Some people tell me I hide my weight relatively well. Everyone is surprised to know I weigh so much. My own martial arts master underestimated my weight when performing a takedown; I believe he hurt himself. But now that Jennifer S. herself, who has always disregarded my insistence that I was fat, has pointedly decided that I was "chubby," it is official.

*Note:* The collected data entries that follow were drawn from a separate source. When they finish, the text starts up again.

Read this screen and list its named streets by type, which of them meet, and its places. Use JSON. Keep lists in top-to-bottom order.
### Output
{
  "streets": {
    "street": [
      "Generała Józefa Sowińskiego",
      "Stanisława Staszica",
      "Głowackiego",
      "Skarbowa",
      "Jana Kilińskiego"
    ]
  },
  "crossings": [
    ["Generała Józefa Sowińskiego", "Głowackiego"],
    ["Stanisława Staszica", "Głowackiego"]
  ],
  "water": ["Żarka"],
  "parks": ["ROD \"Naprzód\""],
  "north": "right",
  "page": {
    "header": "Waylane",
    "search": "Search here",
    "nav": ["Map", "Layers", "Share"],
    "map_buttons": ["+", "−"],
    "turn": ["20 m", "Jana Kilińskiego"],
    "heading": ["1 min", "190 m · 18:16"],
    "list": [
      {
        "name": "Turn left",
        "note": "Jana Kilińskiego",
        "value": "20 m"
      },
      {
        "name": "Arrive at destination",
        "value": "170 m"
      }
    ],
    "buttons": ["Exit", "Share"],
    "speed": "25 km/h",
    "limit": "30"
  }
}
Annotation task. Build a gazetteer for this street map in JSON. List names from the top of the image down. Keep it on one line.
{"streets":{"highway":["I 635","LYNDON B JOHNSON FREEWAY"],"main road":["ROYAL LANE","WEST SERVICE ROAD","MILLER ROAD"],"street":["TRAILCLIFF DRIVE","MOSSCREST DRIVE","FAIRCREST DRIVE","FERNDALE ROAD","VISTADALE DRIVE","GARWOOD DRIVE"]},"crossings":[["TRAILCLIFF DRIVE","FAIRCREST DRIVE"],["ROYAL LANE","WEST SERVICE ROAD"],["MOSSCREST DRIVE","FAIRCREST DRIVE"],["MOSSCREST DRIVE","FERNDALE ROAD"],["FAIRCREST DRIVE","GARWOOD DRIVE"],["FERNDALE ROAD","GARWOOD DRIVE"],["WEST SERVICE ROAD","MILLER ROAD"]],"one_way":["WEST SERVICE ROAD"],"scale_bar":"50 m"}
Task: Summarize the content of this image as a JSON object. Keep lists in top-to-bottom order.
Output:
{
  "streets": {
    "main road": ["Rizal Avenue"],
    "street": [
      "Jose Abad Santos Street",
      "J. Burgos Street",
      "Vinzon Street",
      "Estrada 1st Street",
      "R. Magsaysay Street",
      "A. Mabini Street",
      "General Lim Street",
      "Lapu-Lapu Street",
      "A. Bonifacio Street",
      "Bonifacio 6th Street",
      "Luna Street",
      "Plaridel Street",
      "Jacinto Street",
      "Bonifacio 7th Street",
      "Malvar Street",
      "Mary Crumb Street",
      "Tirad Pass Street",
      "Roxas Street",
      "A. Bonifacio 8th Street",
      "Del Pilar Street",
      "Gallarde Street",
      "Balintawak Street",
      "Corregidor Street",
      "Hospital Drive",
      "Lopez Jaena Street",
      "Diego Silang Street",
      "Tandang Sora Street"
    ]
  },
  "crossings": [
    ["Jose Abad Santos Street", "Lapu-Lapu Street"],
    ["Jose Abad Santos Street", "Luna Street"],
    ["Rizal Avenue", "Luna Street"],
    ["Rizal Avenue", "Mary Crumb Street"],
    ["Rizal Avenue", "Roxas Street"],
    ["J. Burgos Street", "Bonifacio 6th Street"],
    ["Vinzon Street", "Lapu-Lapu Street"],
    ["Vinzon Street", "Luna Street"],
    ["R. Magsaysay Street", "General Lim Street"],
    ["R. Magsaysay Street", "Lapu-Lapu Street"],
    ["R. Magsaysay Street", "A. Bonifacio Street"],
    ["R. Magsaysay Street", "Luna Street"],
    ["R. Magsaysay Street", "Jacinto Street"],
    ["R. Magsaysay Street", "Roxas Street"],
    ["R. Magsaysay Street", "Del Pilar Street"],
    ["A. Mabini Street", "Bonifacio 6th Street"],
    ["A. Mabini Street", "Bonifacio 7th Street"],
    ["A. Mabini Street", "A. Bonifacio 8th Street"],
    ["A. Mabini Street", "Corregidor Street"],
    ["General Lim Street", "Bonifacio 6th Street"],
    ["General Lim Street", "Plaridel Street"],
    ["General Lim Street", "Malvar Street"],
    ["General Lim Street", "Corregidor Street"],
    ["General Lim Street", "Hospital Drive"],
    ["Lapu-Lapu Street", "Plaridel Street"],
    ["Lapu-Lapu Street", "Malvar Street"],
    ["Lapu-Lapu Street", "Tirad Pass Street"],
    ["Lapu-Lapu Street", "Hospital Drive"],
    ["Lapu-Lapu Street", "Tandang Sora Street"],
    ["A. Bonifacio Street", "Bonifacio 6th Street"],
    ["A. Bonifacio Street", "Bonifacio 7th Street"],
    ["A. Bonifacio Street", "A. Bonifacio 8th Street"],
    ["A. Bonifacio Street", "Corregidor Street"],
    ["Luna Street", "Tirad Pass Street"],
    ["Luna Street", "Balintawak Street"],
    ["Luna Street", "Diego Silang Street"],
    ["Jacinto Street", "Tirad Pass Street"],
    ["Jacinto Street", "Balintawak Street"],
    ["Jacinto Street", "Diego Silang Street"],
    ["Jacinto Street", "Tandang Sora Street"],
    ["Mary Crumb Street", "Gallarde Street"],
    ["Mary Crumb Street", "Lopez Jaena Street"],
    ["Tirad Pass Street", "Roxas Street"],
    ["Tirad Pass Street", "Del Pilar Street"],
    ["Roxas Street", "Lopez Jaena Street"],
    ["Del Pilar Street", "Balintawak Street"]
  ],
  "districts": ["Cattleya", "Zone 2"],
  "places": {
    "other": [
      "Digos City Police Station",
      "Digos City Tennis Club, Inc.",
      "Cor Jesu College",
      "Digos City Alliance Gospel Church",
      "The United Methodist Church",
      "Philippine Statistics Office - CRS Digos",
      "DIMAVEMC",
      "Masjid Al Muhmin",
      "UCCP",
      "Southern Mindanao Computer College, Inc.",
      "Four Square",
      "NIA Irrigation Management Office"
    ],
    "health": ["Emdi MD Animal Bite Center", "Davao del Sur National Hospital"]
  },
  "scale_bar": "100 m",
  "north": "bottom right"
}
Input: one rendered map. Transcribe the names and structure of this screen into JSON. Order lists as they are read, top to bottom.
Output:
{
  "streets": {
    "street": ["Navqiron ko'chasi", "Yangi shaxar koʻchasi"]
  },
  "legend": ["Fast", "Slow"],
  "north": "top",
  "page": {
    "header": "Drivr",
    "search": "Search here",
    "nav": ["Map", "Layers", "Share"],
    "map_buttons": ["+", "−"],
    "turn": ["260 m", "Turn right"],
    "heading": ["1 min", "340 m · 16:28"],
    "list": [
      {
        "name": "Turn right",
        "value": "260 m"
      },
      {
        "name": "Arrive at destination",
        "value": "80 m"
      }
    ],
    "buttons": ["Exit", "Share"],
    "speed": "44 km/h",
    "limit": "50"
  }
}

As a sophomore, after returning from Winter Break, I decided that 218lbs. was it. That I would not, absolutely not, gain any more weight. I made good on that promise, but the way I went about it was to basically starve myself. And I did. I starved myself all through sophomore year, coming down to 200lbs. by the end of the school year.
I was pleased. There is a noticeable difference when you lose 20lbs. Over the summer and well into junior year, I remained at 200lbs., but I had wanted to lose more. I joined badminton that year, and I worked my ass off. I was sensitive about my image; I still imagined everyone thought of me as a fat ass so I worked hard to prove that I was not. I stayed late every practice and did all the exercises to their fullest. To that end, at my lowest, I was 178lbs.
Quite an achievement, I thought. To go from 218lbs. to 178lbs. - literally 40lbs. Because I played badminton so much, I was able to keep my weight consistant.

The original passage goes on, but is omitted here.